▶ _ASSIGNED TASK_:
From the line below that contains "M794 1244a6 6 0 1 1 12 0a6 6 0 1 1-12 0Z" to the line that contains "M878,680l4,25 15,31", repeat every line exactly, both ends included, and nothing else.

Collection entries

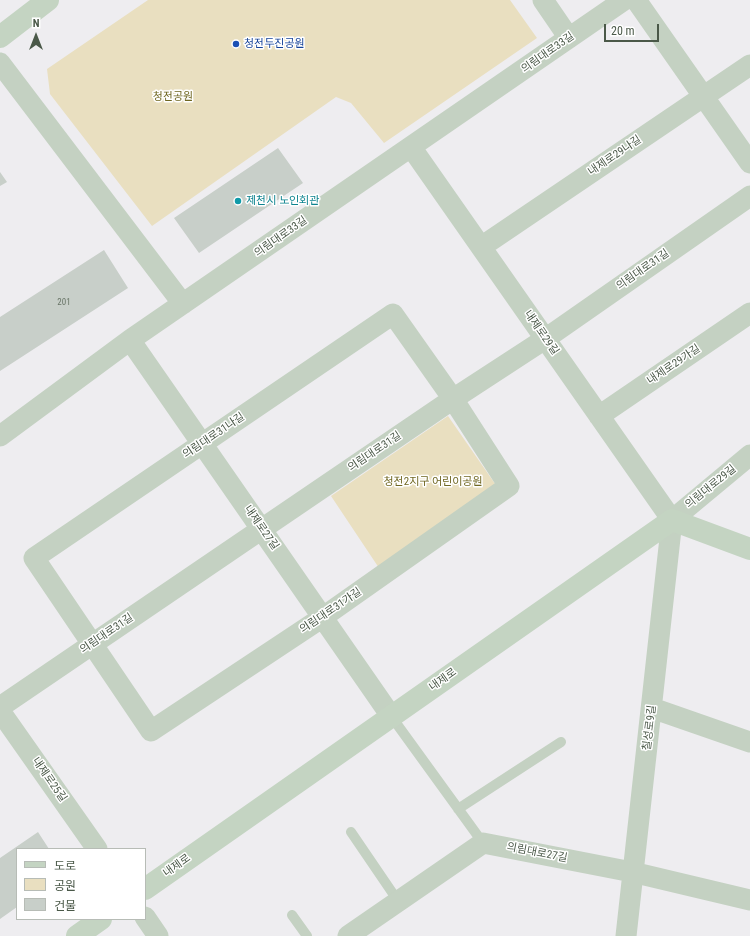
<!DOCTYPE html>
<html>
<head>
<meta charset="utf-8">
<style>
	body { margin:0 }
	#map { position:relative; width:750px; height:936px; overflow:hidden; background:#eeedf0; font-family:"Roboto Condensed","Noto Sans KR",sans-serif }
	canvas { display:block }
	.legend { position:absolute; left:16px; top:848px; width:130px; height:72px; box-sizing:border-box; background:#fff; border:1px solid #b7bcb6; margin:0; padding:5px 7px; list-style:none; font-size:12px; color:#4a5848 }
	.legend li { display:flex; align-items:center; gap:8px; height:20px }
	.legend b { width:20px; border:1px solid #b7bcb6 }
	.north { position:absolute; left:16px; top:16px; width:40px; height:40px; -webkit-text-stroke:3px #fff; paint-order:stroke; rotate:0deg; font-size:11px; font-weight:700; line-height:16px; text-align:center; color:#4a5848 }
	.north::after { content:''; display:block; margin:auto; width:14px; height:18px; background:#4a5848; clip-path:polygon(50% 0,100% 100%,50% 72%,0 100%) }
	.scale { position:absolute; left:604px; top:24px; width:55px; height:18px; box-sizing:border-box; border:2px solid #4a5848; border-top:0; padding-left:5px; font-size:12px; line-height:14px; white-space:nowrap; color:#4a5848; -webkit-text-stroke:3px #fff; paint-order:stroke }
</style>
</head>
<body>
<div id="map">
<canvas width="750" height="936"></canvas>
<ul class="legend">
<li><b style="height:5px;background:#c4d4c2"></b>도로</li>
<li><b style="height:11px;background:#e9dfc0"></b>공원</li>
<li><b style="height:11px;background:#c8cfc9"></b>건물</li>
</ul>
<div class="north">N</div>
<div class="scale">20 m</div>
</div>
<script>
const c = document.querySelector('canvas').getContext('2d');
c.lineJoin = 'round';
function fill(path, color) { c.fillStyle = color; c.fill(path, 'evenodd'); }
const poly = rows => new Path2D(rows.map(r => 'M' + r).join(''));
function trace(path, color, width, dash) { c.strokeStyle = color; c.lineWidth = width; c.lineCap = dash ? 'butt' : 'round'; c.setLineDash(dash || []); c.stroke(path); }
function drawText(font, color, halo, rows, align = 'center') {
  c.font = font + ' "Roboto Condensed","Noto Sans KR",sans-serif'; c.lineWidth = 3; c.setLineDash([]); c.textBaseline = 'middle'; c.strokeStyle = halo; c.fillStyle = color; for (const [text, x, y, turn = 0] of rows) {
    c.save(); c.translate(x, y); c.rotate((+turn || 0) * Math.PI / 180); c.textAlign = isNaN(turn) ? turn : align; if (halo) c.strokeText(text, 0, 0); c.fillText(text, 0, 0); c.restore();
  }
}
fill(poly([
	[148,0,510,0,537,38,384,143,351,103,336,97,152,226,50,94,47,69],
	[448,416,500,491,381,571,331,496]
]), '#e9dfc0');
fill(poly([
	[278,148,303,183,199,253,174,218],
	[0,172,7,182,0,186],
	[104,250,128,288,0,371,0,317],
	[38,832,49,849,17,849,17,907,0,919,0,858]
]), '#c8cfc9');
trace(poly([
	[391,716,483,843],
	[458,809,561,742],
	[351,832,398,901],
	[292,915,307,936]
]), '#c4d1c2', 10);
trace(poly([
	[543,0,569,38],
	[636,0,750,163],
	[0,63,183,304],
	[411,147,672,520],
	[481,247,750,65],
	[393,314,453,399,509,486,323,617,151,731,34,558,393,314],
	[130,340,391,716],
	[599,416,750,313],
	[0,436,130,340,624,0],
	[672,520,750,455],
	[0,707,453,399,545,339,750,196],
	[652,708,750,742],
	[0,711,97,849],
	[145,917,158,936],
	[348,936,483,843,632,872,750,900],
	[626,936,672,520]
]), '#c4d1c2', 21);
trace(poly([
	[0,37,48,0],
	[145,889,672,520,750,549],
	[77,936,101,919]
]), '#c4d4c2', 22);
for (const [x, y, r, color] of [
	[236,44,4,"#1a4fb4"],
	[238,201,4,"#0f9aa8"]
]) { const dot = new Path2D(); dot.arc(x, y, r, 0, 2 * Math.PI); c.fillStyle = color; c.fill(dot); trace(dot, '#fff', 1.5); }
drawText('9px', '#6a7668', null, [
	["201",64,303]
]);
drawText('11px', '#164399', '#fff', [
	["청전두진공원",244,44]
], 'left');
drawText('11px', '#4a5848', '#fff', [
	["의림대로33길",548,53,-35],
	["내제로29나길",615,156,-34],
	["의림대로33길",281,237,-35],
	["의림대로31길",643,270,-35],
	["내제로29길",541,333,55],
	["내제로29가길",674,365,-34],
	["의림대로31나길",214,436,-34],
	["의림대로31길",375,452,-34],
	["의림대로29길",711,487,-39],
	["내제로27길",261,528,55],
	["의림대로31가길",331,611,-34],
	["의림대로31길",107,634,-34],
	["내제로",443,680,-35],
	["칠성로9길",650,728,-83],
	["내제로25길",49,780,55],
	["의림대로27길",537,853,11],
	["내제로",177,866,-35]
]);
drawText('11px', '#706722', '#fff', [
	["청전공원",173,97],
	["청전2지구 어린이공원",433,482]
]);
drawText('11px', '#0d838f', '#fff', [
	["제천시 노인회관",246,201]
], 'left');
</script>
</body>
</html>
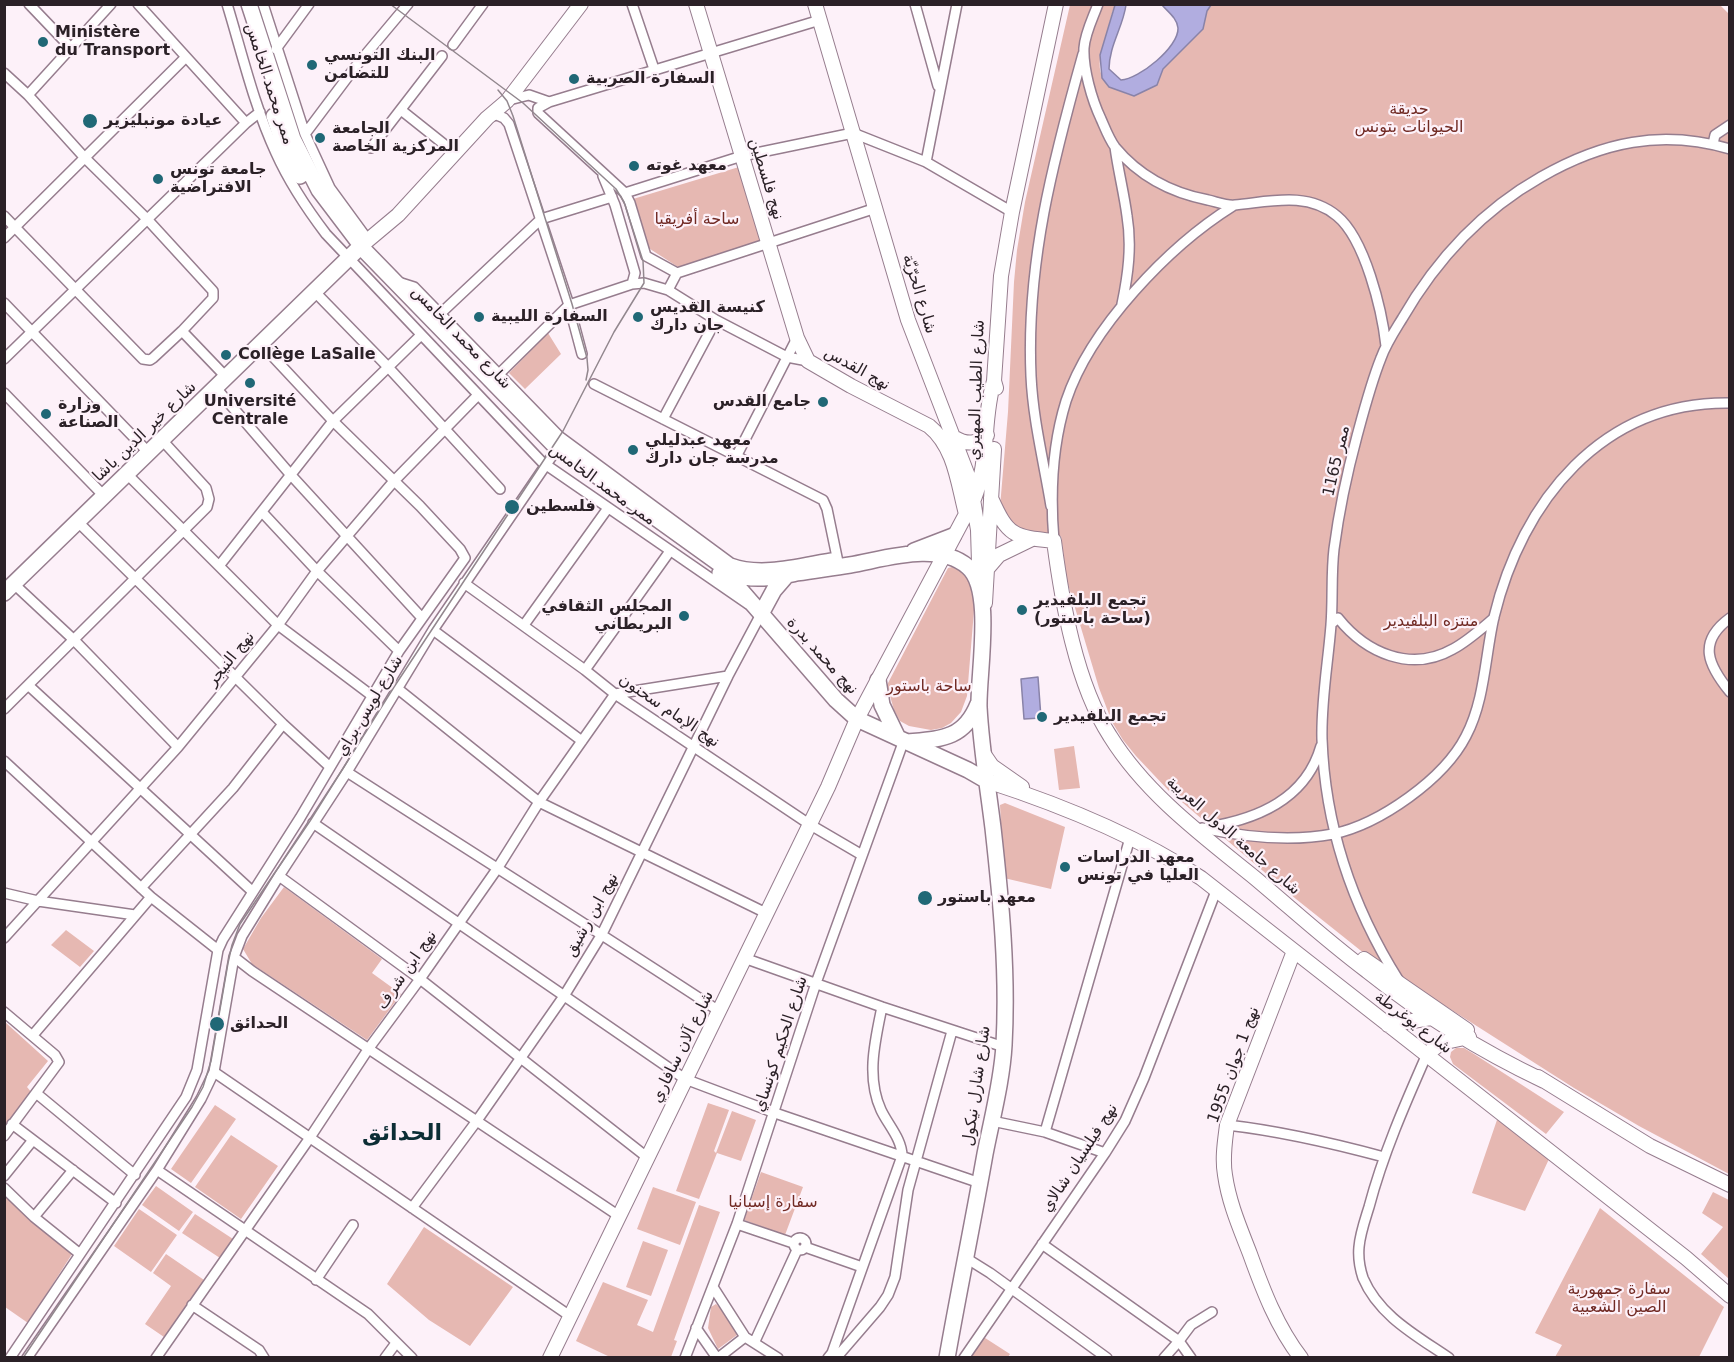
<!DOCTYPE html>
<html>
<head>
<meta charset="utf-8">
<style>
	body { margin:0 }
	#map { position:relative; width:1734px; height:1362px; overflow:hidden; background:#fdf1f9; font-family:"DejaVu Sans",sans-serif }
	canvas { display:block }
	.frame { position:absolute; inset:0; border:6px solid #2b2127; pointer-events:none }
</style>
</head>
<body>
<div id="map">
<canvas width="1734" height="1362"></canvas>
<div class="frame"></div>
</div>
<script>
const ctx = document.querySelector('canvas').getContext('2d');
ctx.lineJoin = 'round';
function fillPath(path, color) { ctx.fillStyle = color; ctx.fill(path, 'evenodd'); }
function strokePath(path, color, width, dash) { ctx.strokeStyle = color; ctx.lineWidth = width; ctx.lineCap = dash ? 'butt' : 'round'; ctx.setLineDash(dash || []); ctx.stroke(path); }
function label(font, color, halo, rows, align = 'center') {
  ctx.font = font + ' "DejaVu Sans",Cairo,sans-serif'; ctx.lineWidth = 4.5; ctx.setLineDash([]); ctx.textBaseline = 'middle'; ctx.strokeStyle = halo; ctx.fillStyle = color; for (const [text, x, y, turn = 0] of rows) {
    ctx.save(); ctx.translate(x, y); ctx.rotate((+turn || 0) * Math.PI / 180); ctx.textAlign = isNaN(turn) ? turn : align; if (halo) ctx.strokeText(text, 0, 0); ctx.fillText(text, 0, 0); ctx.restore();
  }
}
fillPath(new Path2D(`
	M1719,4l10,10v1160l-90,-48 -65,-38 -204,-130 -74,-59 -127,-108 -33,-35 -13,-16 -11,-18 -13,-34 -32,-107 -6,-45c-42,4 -36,5 -61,-29l8,-95 6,-130 3,-32 8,-48 45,-197h45c-4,10 -6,20 -9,31 -12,35 -9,49 28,60l23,-11 6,-16 40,-40 4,-18 4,-6z
	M739,167l23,75 -84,25 -31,-20 -14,-48z
	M548,333l13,21 -36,35 -16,-16z
	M952,567l9,4 6,6 8,21 -8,98 -6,16 -10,11 -9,5 -11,2 -22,-4 -9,-5 -6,-11 -7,-25 61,-117z
	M1074,746l6,42 -21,2 -5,-41z
	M1005,803l60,24 -14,62 -47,-11 -4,-73z
	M284,887l98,72 -10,14 29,21 -34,46 -115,-76 -9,-15 18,-31z
	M66,930l28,21 -14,16 -29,-22z
	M5,1022l43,39 -21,26 5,6 -27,36z
	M1456,1048h8l10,6 90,58 -18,22 -93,-70 -3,-7 1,-5z
	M708,1103l21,7 -15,41 2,2 16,-42 24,9 -15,41 -24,-8 -18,46 -23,-8z
	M215,1105l21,14 -45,64 -20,-14z
	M1498,1117l51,42 -24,52 -53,-18z
	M231,1135l47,31 -37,53 -46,-32z
	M761,1172l42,15 -18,48 -41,-15z
	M156,1186l37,26 -14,19 -37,-26z
	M653,1187l43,15 -16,43 -43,-16z
	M1713,1192l16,8v79l-28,-25 22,-27 -21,-14z
	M5,1196l67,58 -44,69 -23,-16z
	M699,1205l21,7 -46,128 3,1 -6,16h-61l-34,-16 27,-59 45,18 -11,25 16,7z
	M1600,1208l124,99 -25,50h-144l7,-12 -27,-12z
	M139,1209l38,26 -26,37 -37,-26z
	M195,1214l38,25 -13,19 -38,-25z
	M424,1227l89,60 -43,59 -41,-26 -42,-36z
	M643,1241l25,9 -17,46 -25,-9z
	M166,1254l38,26 -40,57 -19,-13 26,-38 -18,-13z
	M716,1304l9,8 12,23 -19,14 -10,-21 3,-21z
	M982,1336l28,18 -2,3 -40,1z`), '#e6b8b2');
const water = new Path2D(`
	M1115,5h11c-3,22 -17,41 -17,64l12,11c18,-1 58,-33 57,-52 -1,-10 -10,-16 -16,-23h49l-4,6 -4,18 -40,40 -6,16 -23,11 -25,-9 -7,-9 -2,-23z
	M1038,677l3,41 -17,1 -3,-40z`);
fillPath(water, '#b1ade0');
strokePath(water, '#8983a8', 1.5);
const street = new Path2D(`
	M29,4l42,44
	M138,4l108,119
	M227,4c15,49 27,102 49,149 13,29 31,56 50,81l216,228 206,142
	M263,4l42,130 25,54 38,52
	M632,4l22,65
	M915,4l23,82
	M1098,4c-5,14 -13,29 -14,44 -1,21 8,52 17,71 4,9 8,20 14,28 24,29 57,46 93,53 9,2 19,6 27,5 34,-3 72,-14 102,11 28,23 45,94 49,130
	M453,45l30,-41
	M276,49l33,-45
	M4,73l24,22 56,62 63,62 66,72v7l-31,33
	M28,95l83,-91
	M509,100l20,-5 20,7 271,-82
	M549,102l-11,6v5l87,80 5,10 16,53 31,17
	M401,110l54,43
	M489,117l8,-2 7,3 5,6 60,181 13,49
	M305,134l51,-68 52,-62
	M1713,144l2,-9 15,-10
	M1115,147c3,23 9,46 12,69 5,30 1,59 -5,88
	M371,148l71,-92
	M926,162l31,-158
	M603,176l12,29 20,68 -3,11
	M625,193l117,-37 111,-23 73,29 86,50
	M4,216l139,143 7,1 3,-2 29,-27 45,47
	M4,238l182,-181
	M395,281l19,6 145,149 172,127c32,12 72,-1 106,-6
	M668,290l9,-17 199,-65
	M315,292l73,75 112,122
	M4,303l146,151
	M440,314l101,-95 71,-22
	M4,359l242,-236 14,-11
	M499,374l70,-69 63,-21 12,-1 24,7 48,30 71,37 21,4
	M594,384l229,116 4,9 11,53
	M216,388l74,86 132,144
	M4,393l101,104
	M663,419l53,-99
	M552,456l-119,174 -86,142 -68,104 -37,60 -8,21 18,14 367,245
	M736,457l61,-119
	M128,475l150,150 93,70
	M1051,506c-7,-43 -18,-86 -20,-130 -5,-113 22,-215 52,-322
	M262,512l55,59 82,80
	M78,522l205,202 47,43
	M1054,541c-4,-47 -2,-95 12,-140 24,-73 103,-155 167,-195
	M219,566l114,-145 87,-85
	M464,583l121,87 30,24 194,130 53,31
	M14,584l60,56 104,107
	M1730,618c-33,24 -22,47 0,74
	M1331,624l7,-6c28,35 73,55 115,31 15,-8 28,-20 41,-31
	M524,625l84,-117
	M433,630l149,111
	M585,670l85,-119
	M28,685l225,207
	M398,689l141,113 227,111
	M4,709l203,-202 2,-8 -3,-11 -44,-48
	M4,761l147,136 67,53
	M347,772c124,80 249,158 372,239
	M313,823l372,256 90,34 205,70
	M1208,827c50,-8 98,-28 113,-81
	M1202,828c42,9 89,14 131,6 47,-10 111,-55 133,-98 19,-36 19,-80 28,-119 28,-116 108,-216 236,-214
	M279,876l141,103 228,179
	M141,888l92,-100 50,-64
	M4,893l34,8 97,14
	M4,938l174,-191 100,-122 39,-54 77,-90 84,-86
	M744,958l138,49 122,40
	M1399,981c-46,-73 -74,-154 -77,-242 -1,-38 6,-76 9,-114 2,-25 0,-51 3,-76 5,-38 13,-76 23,-113 7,-26 14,-53 24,-78 5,-14 13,-26 21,-39 34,-59 79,-108 139,-142 61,-35 120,-48 189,-28
	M4,1012l51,43 4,7 -55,74
	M33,1035l118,-138
	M1427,1054c-22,50 -44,100 -58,153 -4,13 -9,27 -10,40 -1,11 1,22 4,31 16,38 54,58 86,80
	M214,1072l356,244
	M36,1093l99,82
	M992,1121l53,11 60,21
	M12,1124l104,79
	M1227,1125c54,6 105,18 157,32
	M1045,1132l85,-294
	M157,1170l211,144 44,44
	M4,1176l29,-36
	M4,1188l30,29 46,37
	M412,1208l64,-86 88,-126 38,-62 126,-258 33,-62
	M34,1217l39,-47
	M737,1224l56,19
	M794 1244a6 6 0 1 1 12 0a6 6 0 1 1-12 0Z
	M1042,1244l137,97 12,17
	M805,1247l57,20
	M966,1258l24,15 117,85
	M316,1280l37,-55
	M713,1287l32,50 33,21
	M192,1305l67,45 5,8
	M696,1328l21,30
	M755,1341l42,-91
	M10,1358l176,-261 11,-27 21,-120 5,-11 77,-121 99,-167 66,-93 -5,-9 -40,-43 -87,-85 -72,-77
	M27,1358l130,-188 44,-71 13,-27 20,-115
	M156,1358l153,-219 60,-91 51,-69 77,-110 42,-67 76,-108 113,-18
	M385,1358l11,-15
	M685,1358l52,-134 79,-241 88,-243
	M718,1358l27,-21
	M828,1358l4,-5 70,-197c0,-17 -14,-31 -21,-46 -15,-33 -6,-69 1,-103
	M836,1358l44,-51 8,-12 7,-18 13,-87 44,-159
	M964,1358l141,-205 20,-32 19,-43 72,-187
	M1164,1358l15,-17 12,-16 21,-13`);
const secondary = new Path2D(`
	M696,4l101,334 11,23 43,25 78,40c26,21 29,58 37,88
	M815,4l93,316 62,161 8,49 1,33
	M361,246l37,-31 89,-97 20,-17 74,-97
	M996,388l-2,-7 7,-105 11,-64 44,-208
	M955,438c12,7 22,6 32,-3
	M991,498c17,38 22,39 63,43 8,61 22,143 56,195 36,58 93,100 145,142 37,31 73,64 112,93 54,43 114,80 177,110
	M987,569l12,-14 33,-16
	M985,603l9,-154
	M983,753l9,13 30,21
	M987,781c74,24 149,54 214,97l485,380 44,38
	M1294,951l-67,174c-2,16 -5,33 -2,50 4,28 15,53 25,79 13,36 27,73 51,104
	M1364,959l103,71
	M1388,1025l49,-8
	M1427,1054l14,-11 28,-6
	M1538,1077l112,69 80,39
	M550,1358l278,-571 29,-68 117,-220c16,-40 8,-79 20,-118`);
const primary = new Path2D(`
	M249,4l44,135 26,51 47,62 188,193 167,120c8,4 15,10 24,12 17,3 36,-1 52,-4 18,-3 35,-5 53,-8 35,-6 88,-24 118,2 26,22 10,107 11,140 2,40 9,80 14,121 8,72 15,144 11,217 -2,36 -12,73 -19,109 -12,68 -26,136 -38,204
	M274,116l10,30 16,30
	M914,551l39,-15
	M720,573l18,14 98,113 21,19 111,51 19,11
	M4,593l357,-347
	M761,614l13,-24 13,-15
	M878,680l4,25 15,31
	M908,742c33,-3 56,-3 70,-38`);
strokePath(street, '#967d8e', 12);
strokePath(secondary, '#967d8e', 16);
strokePath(primary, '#967d8e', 18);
strokePath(street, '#fff', 9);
strokePath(secondary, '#fff', 14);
strokePath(primary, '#fff', 15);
strokePath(new Path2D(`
	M498,90l9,11 6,15 59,188 15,54 1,12 -2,10
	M23,1358l169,-251 11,-20 8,-26 17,-98 4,-18 8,-21 70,-103 84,-134 169,-256 51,-99 30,-49 -1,-22 -19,-59 -8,-13 -93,-86 -133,-99`), '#92878e', 1.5);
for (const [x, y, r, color] of [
	[43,42,6,"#206876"],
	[312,65,6,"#206876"],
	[574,79,6,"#206876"],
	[90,121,8,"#206876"],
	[320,138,6,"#206876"],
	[634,166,6,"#206876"],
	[158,179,6,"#206876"],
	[479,317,6,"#206876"],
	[638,317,6,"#206876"],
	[226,355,6,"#206876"],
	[250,383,6,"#206876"],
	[823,402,6,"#206876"],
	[46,414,6,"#206876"],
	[633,450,6,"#206876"],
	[512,507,8,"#206876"],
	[1022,610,6,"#206876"],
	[684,616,6,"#206876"],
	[1042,717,6,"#206876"],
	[1065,867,6,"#206876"],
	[925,898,8,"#206876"],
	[217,1024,8,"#206876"]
]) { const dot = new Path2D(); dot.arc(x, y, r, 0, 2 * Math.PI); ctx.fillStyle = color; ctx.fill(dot); strokePath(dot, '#fdf1f9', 2); }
label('bold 16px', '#2b2127', '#fdf1f9', [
	["Ministère",55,33],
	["du Transport",55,51],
	["البنك التونسي",324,56],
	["للتضامن",324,74],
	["السفارة الصربية",586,79],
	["عيادة مونبليزير",104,121],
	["الجامعة",332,129],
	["المركزية الخاصة",332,147],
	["معهد غوته",646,166],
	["جامعة تونس",170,170],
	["الافتراضية",170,188],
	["كنيسة القديس",650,308],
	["جان دارك",650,326],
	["السفارة الليبية",491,317],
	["Collège LaSalle",238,355],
	["Université",250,402,"center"],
	["Centrale",250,420,"center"],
	["جامع القدس",811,402,"right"],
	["وزارة",58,405],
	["الصناعة",58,423],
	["معهد عبدليلي",645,441],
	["مدرسة جان دارك",645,459],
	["فلسطين",526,507],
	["تجمع البلفيدير",1034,601],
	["(ساحة باستور)",1034,619],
	["المجلس الثقافي",672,607,"right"],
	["البريطاني",672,625,"right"],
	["تجمع البلفيدير",1054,717],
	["معهد الدراسات",1077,858],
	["العليا في تونس",1077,876],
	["معهد باستور",938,898],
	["الحدائق",230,1024]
], 'left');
label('16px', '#2b2127', '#fdf1f9', [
	["ممر محمد الخامس",269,84,72],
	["نهج فلسطين",766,179,73],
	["شارع الحرّيّة",919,294,73],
	["شارع محمد الخامس",461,338,46],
	["نهج القدس",857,369,29],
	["شارع الطيب المهيري",977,390,-88],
	["شارع خير الدين باشا",145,432,-44],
	["ممر 1165",1337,461,-77],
	["ممر محمد الخامس",602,485,36],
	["نهج محمد بدرة",822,656,48],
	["نهج النيجر",231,659,-51],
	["شارع لويس براي",370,706,-59],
	["نهج الإمام سحنون",669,711,34],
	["شارع جامعة الدول العربية",1233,836,41],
	["نهج ابن رشيق",592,915,-61],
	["نهج ابن شرف",407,970,-55],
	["شارع يوغرطة",1413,1023,37],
	["شارع الحكيم كونساي",781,1044,-72],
	["شارع آلان سافاري",683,1047,-64],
	["نهج 1 جوان 1955",1234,1065,-70],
	["شارع شارل نيكول",977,1086,-82],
	["نهج فيلسيان شالاي",1080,1158,-57]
]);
label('16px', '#712a24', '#fdf1f9', [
	["حديقة",1409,110],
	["الحيوانات بتونس",1409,128],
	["ساحة أفريقيا",697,220],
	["منتزه البلفيدير",1431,622],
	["ساحة باستور",929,687],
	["سفارة إسبانيا",773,1203],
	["سفارة جمهورية",1619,1290],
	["الصين الشعبية",1619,1308]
]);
label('bold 22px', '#0c2e35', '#fdf1f9', [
	["الحدائق",402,1134]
]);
</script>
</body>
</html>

▶ _YOUR RESPONSE_:
	M794 1244a6 6 0 1 1 12 0a6 6 0 1 1-12 0Z
	M1042,1244l137,97 12,17
	M805,1247l57,20
	M966,1258l24,15 117,85
	M316,1280l37,-55
	M713,1287l32,50 33,21
	M192,1305l67,45 5,8
	M696,1328l21,30
	M755,1341l42,-91
	M10,1358l176,-261 11,-27 21,-120 5,-11 77,-121 99,-167 66,-93 -5,-9 -40,-43 -87,-85 -72,-77
	M27,1358l130,-188 44,-71 13,-27 20,-115
	M156,1358l153,-219 60,-91 51,-69 77,-110 42,-67 76,-108 113,-18
	M385,1358l11,-15
	M685,1358l52,-134 79,-241 88,-243
	M718,1358l27,-21
	M828,1358l4,-5 70,-197c0,-17 -14,-31 -21,-46 -15,-33 -6,-69 1,-103
	M836,1358l44,-51 8,-12 7,-18 13,-87 44,-159
	M964,1358l141,-205 20,-32 19,-43 72,-187
	M1164,1358l15,-17 12,-16 21,-13`);
const secondary = new Path2D(`
	M696,4l101,334 11,23 43,25 78,40c26,21 29,58 37,88
	M815,4l93,316 62,161 8,49 1,33
	M361,246l37,-31 89,-97 20,-17 74,-97
	M996,388l-2,-7 7,-105 11,-64 44,-208
	M955,438c12,7 22,6 32,-3
	M991,498c17,38 22,39 63,43 8,61 22,143 56,195 36,58 93,100 145,142 37,31 73,64 112,93 54,43 114,80 177,110
	M987,569l12,-14 33,-16
	M985,603l9,-154
	M983,753l9,13 30,21
	M987,781c74,24 149,54 214,97l485,380 44,38
	M1294,951l-67,174c-2,16 -5,33 -2,50 4,28 15,53 25,79 13,36 27,73 51,104
	M1364,959l103,71
	M1388,1025l49,-8
	M1427,1054l14,-11 28,-6
	M1538,1077l112,69 80,39
	M550,1358l278,-571 29,-68 117,-220c16,-40 8,-79 20,-118`);
const primary = new Path2D(`
	M249,4l44,135 26,51 47,62 188,193 167,120c8,4 15,10 24,12 17,3 36,-1 52,-4 18,-3 35,-5 53,-8 35,-6 88,-24 118,2 26,22 10,107 11,140 2,40 9,80 14,121 8,72 15,144 11,217 -2,36 -12,73 -19,109 -12,68 -26,136 -38,204
	M274,116l10,30 16,30
	M914,551l39,-15
	M720,573l18,14 98,113 21,19 111,51 19,11
	M4,593l357,-347
	M761,614l13,-24 13,-15
	M878,680l4,25 15,31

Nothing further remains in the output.